Saturday, October 30, 2010;
IT'S POSSIBLE to make a plausible argument that for all the focus on which candidate has raised the most and which party has more in its coffers, money doesn't really play a determinative role in politics. Or that gushers of campaign cash in the 2010 elections are not a troubling indication of financial power trumping message but welcome evidence of a robust public debate. Or that for all the Democratic belly-aching about outside groups' spending this election cycle, the two parties and their ideological allies have managed to spend to a draw, with neither side enjoying that much of a financial edge over the other.
What it's not possible to argue - not plausibly, anyway - is that the proliferation of outside groups that spent heavily but kept their donors secret is a healthy development for democracy. These groups have existed in previous election cycles. But their number and clout during this election has been the most worrisome development of the campaign season. There is an important place for anonymous speech and a rationale for protecting the cloaked pamphleteer but not in elections. To have campaigns underwritten or votes swayed by money whose source is not known is the antithesis of a well-functioning democratic system.
This development could have been averted; it should be in time for the 2012 campaign. The essence of a proposal known as the Disclose Act is to tighten the tax code to require nonprofit groups and trade associations that intervene in elections to report that spending and the funding for it. The groups would be free to shield the identities of those giving for other activities, protecting the aforementioned pamphleteer.

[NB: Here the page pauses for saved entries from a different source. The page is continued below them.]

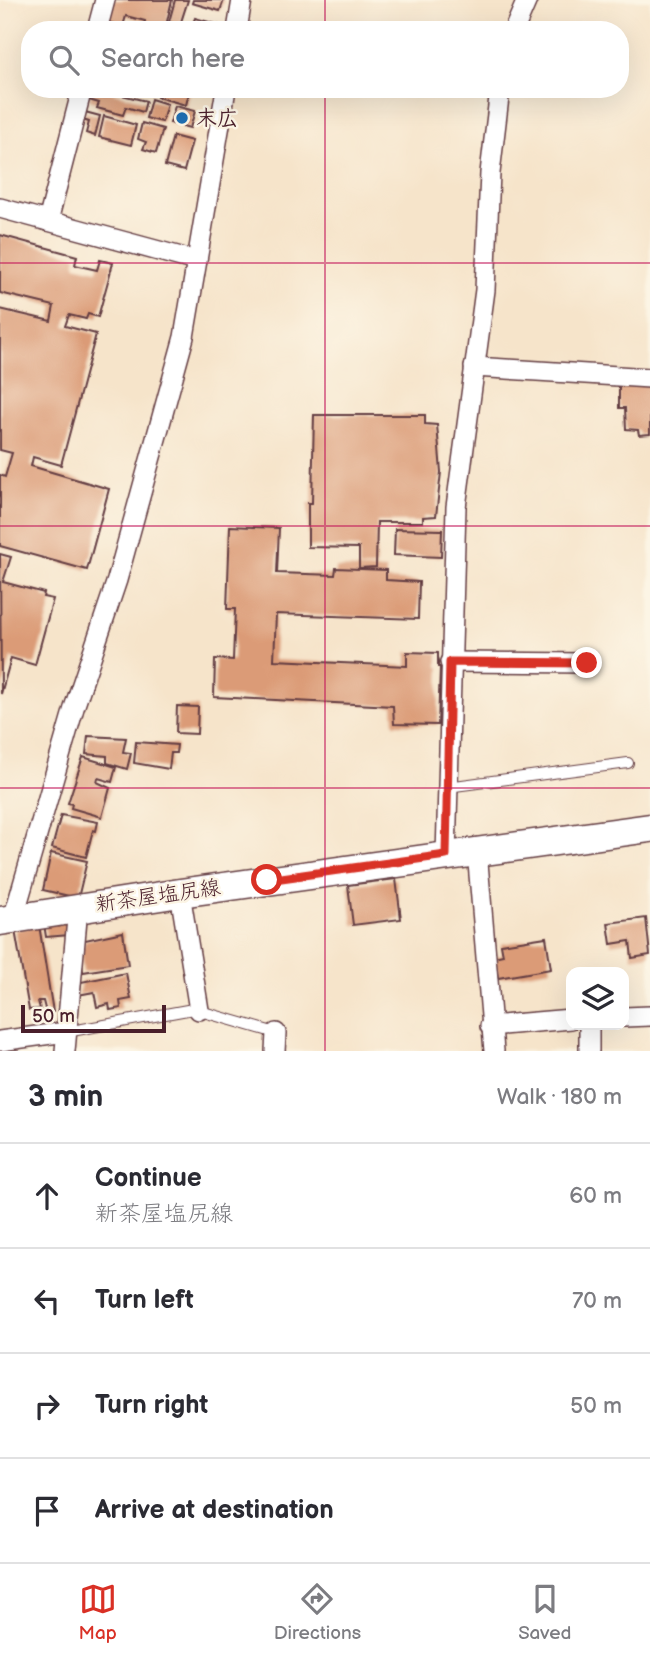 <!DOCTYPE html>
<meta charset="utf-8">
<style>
:root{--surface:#fff;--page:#f7f7f7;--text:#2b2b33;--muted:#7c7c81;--line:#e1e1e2;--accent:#d93025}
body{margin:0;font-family:"Balsamiq Sans","Klee One",sans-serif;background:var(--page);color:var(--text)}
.controls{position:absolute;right:21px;bottom:21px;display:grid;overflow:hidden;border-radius:14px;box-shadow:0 7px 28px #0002}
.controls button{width:63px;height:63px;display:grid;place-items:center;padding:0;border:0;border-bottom:2px solid var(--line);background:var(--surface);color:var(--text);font:35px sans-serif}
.scale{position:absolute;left:21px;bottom:18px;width:145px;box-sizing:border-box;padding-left:7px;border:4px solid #4a1f2b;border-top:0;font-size:19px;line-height:24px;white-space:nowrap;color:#4a1f2b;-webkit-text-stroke:5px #fcf5e5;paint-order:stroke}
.stop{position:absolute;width:21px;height:21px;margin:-16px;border:5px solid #d93025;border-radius:50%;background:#fff}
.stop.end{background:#d93025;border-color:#fff;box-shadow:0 2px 7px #0008}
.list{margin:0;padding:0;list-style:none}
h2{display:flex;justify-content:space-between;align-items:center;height:91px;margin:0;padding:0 28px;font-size:30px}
h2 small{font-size:23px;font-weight:400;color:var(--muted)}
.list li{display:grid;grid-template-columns:46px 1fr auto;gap:21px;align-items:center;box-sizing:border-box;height:105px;padding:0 28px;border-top:2px solid var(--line)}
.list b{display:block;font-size:26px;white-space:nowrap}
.list p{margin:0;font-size:23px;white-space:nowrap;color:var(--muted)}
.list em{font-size:23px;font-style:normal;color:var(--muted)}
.icon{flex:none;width:38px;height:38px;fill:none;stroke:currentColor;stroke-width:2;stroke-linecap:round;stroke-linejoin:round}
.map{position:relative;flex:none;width:650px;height:1051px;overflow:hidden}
.search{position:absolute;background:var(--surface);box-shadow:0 7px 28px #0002;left:21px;right:21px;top:21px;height:77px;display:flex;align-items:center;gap:18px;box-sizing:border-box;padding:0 24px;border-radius:28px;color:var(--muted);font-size:26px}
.sheet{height:511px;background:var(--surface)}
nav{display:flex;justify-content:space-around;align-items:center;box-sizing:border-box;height:98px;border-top:2px solid var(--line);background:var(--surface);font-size:19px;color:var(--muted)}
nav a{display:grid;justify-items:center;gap:4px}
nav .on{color:var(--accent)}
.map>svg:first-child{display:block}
.building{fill:#db9b77}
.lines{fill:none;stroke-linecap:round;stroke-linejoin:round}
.service-casing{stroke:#643d43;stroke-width:12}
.minor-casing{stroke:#643d43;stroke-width:22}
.secondary-casing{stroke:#643d43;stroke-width:31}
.service{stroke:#fff;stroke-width:10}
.minor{stroke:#fff;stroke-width:19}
.secondary{stroke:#fff;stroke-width:28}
.route{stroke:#d93025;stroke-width:9}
.grid{fill:none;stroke:#c2185b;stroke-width:2;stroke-opacity:0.55}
.poi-dot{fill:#1f6fb2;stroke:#fcf5e5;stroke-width:2.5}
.labels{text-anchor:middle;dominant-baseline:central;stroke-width:5;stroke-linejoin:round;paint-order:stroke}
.poi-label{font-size:21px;font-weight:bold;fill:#4a1f2b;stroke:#fcf5e5;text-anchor:start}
.street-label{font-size:21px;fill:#4a1f2b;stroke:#fcf5e5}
</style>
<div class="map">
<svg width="650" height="1051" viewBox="0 0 650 1051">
<rect width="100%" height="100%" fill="#fcf5e5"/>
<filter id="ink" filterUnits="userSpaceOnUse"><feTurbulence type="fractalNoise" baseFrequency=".0143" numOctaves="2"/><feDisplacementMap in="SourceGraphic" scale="14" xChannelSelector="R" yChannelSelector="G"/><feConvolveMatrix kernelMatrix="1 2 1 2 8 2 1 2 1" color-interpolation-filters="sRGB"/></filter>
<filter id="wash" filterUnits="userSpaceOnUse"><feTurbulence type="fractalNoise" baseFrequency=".00686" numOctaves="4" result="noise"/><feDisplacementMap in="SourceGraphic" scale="28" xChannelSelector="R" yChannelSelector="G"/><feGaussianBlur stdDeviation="1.57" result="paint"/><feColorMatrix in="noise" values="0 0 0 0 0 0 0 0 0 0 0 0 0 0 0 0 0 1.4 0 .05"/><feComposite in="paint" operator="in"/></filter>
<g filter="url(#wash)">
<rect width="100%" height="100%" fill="#f6e4ca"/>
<g id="blocks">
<!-- building -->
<g class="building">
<polygon points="112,0 172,0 165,30 143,30 145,21 126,16 123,26 106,22"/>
<polygon points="175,0 188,0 180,25 169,22"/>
<polygon points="193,0 224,0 220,11 192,3"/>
<polygon points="195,18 219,25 217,30 192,26"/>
<polygon points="98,89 146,101 143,112 126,107 123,115 97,108 99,103 89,100 92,90"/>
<polygon points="159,89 190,89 186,105 157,97"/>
<polygon points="151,99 167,104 162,122 146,118"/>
<polygon points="175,106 195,111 190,128 170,123"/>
<polygon points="85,112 100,116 95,136 86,133 89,122 83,120"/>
<polygon points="104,116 136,125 131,145 99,137"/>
<polygon points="142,123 163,129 156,153 143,149 146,142 138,139"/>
<polygon points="173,136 192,141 184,171 165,166"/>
<polygon points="0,235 77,256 75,265 97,270 100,260 113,263 98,317 88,314 86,319 69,315 65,326 96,334 61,465 33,457 31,466 109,489 87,570 0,546 0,475 5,477 12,453 0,450 0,309 51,321 54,306 0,293"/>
<polygon points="619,381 650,383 650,434 639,435 638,430 626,429 625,408 619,408"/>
<polygon points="314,415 425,415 425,424 437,425 441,472 436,516 423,517 423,522 377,522 376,567 359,568 359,548 308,547 308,503 312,503"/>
<polygon points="230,526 279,528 277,573 335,575 336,568 386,570 386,580 419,582 418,619 276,614 274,660 407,666 407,652 438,653 438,667 440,667 438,725 394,724 393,706 214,697 215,659 233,660 235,609 227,609"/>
<polygon points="395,529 442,530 441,557 394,555"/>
<polygon points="0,554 11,557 3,582 44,593 43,597 53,599 35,665 11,658 1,694"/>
<polygon points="177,706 198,707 197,734 176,733"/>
<polygon points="88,736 126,738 123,752 131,753 127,769 107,763 107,756 86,754"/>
<polygon points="136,742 177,745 176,753 171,753 169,769 134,763"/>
<polygon points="83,757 116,767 112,782 98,778 97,782 110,788 102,817 71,808 72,804 68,803"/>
<polygon points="61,815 98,822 96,831 93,830 86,857 52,848"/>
<polygon points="51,853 87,861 78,898 43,890"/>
<polygon points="396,879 401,919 353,925 348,885"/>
<polygon points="646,918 650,955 632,958 630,941 611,944 608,923"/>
<polygon points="69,921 69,935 46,937 44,924"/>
<polygon points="39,925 53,1012 46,1013 43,1001 38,1001 40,1009 29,1010 15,930"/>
<polygon points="123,932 128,965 83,972 81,955 85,940"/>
<polygon points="546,937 551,969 498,978 494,957 503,955 501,944"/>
<polygon points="126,973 131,999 120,1001 121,1008 110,1010 109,1004 97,1007 94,992 78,995 81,982"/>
</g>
</g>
</g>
<g filter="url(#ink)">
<use href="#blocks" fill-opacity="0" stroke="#643d43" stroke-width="2"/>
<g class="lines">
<defs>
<g id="service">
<polyline points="447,787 628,763"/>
<polyline points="66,1032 193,1009 276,1033"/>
</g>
<g id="minor">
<polyline points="97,30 105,0"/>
<polyline points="237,30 242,0"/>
<polyline points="514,30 527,0"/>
<polyline points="0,208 196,261"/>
<polyline points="48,221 82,89"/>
<polyline points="474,367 650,378"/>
<polyline points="450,662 587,663"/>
<polyline points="477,851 494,1051"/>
<polyline points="446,855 456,507 485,290 490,173 500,89"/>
<polyline points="180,893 199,1010"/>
<polyline points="13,919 74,708 117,580 184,337 226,89"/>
<polyline points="624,1017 650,1016"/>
<polyline points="490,1026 571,1019"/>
<polyline points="0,1041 66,1032"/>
<polyline points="65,1051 78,908"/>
<polyline points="275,1051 276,1033"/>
<polyline points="589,1051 589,1025"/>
</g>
<polyline id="secondary" points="0,921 180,893 650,828"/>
</defs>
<!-- service casing -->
<use href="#service" class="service-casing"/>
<!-- minor casing -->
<use href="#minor" class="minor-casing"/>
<!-- secondary casing -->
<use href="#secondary" class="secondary-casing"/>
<!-- service -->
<use href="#service" class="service"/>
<!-- minor -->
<use href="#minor" class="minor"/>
<!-- secondary -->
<use href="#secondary" class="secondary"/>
</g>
</g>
<g class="lines" filter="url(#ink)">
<!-- route -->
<polyline class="route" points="267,880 446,855 450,662 587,663"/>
</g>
<!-- grid -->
<path class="grid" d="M325,0v30M325,89v962M0,263h650M0,526h650M0,788h650"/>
<!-- markers -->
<circle class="poi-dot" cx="182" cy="118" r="7"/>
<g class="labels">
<!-- poi labels -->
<g class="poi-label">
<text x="196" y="118">末広</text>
</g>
<!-- street labels -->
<g class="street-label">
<text transform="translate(158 896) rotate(-8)">新茶屋塩尻線</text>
</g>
</g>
</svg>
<div class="controls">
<button><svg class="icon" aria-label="layers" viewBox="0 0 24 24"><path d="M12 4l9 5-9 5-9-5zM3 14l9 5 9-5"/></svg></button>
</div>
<div class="scale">50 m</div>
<div class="stop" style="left:267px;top:880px"></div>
<div class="stop end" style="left:587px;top:663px"></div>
<div class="search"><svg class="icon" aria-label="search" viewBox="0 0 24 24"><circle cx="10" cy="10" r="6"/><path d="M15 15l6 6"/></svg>Search here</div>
</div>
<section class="sheet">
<h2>3 min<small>Walk · 180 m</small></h2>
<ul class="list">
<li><svg class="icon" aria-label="ahead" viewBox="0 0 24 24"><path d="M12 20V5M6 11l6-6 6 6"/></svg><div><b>Continue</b><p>新茶屋塩尻線</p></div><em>60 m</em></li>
<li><svg class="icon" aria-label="left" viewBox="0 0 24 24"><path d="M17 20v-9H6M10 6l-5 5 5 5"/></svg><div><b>Turn left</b></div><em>70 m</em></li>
<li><svg class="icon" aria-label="right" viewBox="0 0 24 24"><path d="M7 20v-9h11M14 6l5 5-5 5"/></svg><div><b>Turn right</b></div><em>50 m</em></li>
<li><svg class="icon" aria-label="arrive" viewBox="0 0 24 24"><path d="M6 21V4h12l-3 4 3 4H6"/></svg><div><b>Arrive at destination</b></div></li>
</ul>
</section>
<nav>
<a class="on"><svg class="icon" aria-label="map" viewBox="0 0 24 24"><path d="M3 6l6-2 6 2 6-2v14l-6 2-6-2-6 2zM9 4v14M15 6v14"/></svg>Map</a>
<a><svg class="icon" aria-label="directions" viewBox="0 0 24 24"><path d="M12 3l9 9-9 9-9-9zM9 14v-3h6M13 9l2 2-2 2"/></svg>Directions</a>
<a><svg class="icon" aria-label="saved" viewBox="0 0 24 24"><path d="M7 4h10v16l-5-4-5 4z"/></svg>Saved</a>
</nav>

The measure has passed the House but has been blocked in the Senate by unified Republican opposition, in part because of other provisions that go beyond simple disclosure to prohibit campaign spending by certain corporate entities, such as foreign-owned companies and government contractors. Passing a stripped-down, disclosure-only version of the Disclose Act should be at the top of the agenda for the lame-duck Congress.
Perhaps this is wishful thinking, but some Republicans seem to agree - including a few who could be in a position to make it happen. "The transparency should be there," Republican National Committee Chairman Michael Steele said last week. "If people are bothered by [the law], then the Congress needs to change it." Rep. Mark Kirk, who could become the next senator from Illinois, said at a recent debate, "I think all of the groups entering Illinois to support my opponent and the ones trying to support me should reveal their donors and be fully transparent." Likewise, Colorado Senate candidate Ken Buck: "I think it is important that people know who is paying for the ads."
So do we. If Mr. Kirk or Mr. Buck end up in the Senate, we hope that they - and other colleagues will cut off the flow of secret money before even more gushes forth in 2012.